[EXERCISE MATERIALS Boundary: Start]
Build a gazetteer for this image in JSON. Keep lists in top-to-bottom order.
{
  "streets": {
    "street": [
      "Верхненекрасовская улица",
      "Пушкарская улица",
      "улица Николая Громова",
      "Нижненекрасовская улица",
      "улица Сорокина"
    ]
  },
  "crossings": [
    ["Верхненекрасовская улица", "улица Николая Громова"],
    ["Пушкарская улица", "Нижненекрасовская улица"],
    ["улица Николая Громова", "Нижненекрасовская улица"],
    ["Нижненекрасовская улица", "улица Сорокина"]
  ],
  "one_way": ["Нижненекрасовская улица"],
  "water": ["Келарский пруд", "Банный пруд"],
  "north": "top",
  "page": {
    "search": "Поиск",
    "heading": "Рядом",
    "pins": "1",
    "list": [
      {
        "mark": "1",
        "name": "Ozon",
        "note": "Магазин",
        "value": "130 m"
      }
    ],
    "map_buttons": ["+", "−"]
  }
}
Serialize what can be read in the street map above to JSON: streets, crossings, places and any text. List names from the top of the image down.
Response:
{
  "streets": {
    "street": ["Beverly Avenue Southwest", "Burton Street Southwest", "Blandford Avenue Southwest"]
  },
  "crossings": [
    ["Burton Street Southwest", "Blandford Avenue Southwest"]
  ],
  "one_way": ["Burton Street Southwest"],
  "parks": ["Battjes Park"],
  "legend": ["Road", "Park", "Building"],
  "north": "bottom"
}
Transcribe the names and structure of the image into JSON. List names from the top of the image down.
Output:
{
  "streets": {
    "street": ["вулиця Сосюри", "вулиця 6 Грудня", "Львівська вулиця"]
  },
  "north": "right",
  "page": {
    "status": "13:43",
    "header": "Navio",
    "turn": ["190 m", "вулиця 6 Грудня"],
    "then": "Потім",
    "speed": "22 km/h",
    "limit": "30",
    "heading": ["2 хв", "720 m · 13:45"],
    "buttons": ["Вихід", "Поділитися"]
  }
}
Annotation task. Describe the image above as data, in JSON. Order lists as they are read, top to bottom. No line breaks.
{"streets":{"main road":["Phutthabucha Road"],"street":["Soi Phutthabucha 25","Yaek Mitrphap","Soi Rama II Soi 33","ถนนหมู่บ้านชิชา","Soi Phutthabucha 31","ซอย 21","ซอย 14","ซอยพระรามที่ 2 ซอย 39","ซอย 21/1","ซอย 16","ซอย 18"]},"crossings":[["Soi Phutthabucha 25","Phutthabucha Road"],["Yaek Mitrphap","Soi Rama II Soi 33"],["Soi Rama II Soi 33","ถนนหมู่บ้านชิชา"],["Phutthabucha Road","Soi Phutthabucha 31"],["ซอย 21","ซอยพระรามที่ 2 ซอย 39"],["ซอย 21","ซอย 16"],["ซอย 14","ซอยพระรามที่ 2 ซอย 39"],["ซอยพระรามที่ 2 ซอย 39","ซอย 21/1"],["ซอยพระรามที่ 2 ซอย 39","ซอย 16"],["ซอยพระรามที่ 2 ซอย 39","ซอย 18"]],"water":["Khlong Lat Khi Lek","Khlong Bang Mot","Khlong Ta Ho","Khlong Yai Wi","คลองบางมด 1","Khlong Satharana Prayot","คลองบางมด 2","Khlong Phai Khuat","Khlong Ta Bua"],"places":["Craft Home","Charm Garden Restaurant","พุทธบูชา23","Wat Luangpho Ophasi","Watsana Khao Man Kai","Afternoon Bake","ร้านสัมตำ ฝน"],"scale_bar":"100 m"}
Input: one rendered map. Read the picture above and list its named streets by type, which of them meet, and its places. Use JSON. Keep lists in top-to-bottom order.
[EXERCISE MATERIALS Boundary: End]
EXERCISE OBJECTIVE
Say how many lines in the listing above hold "names". Give the number only.

OUTPUT OF THE TASK
2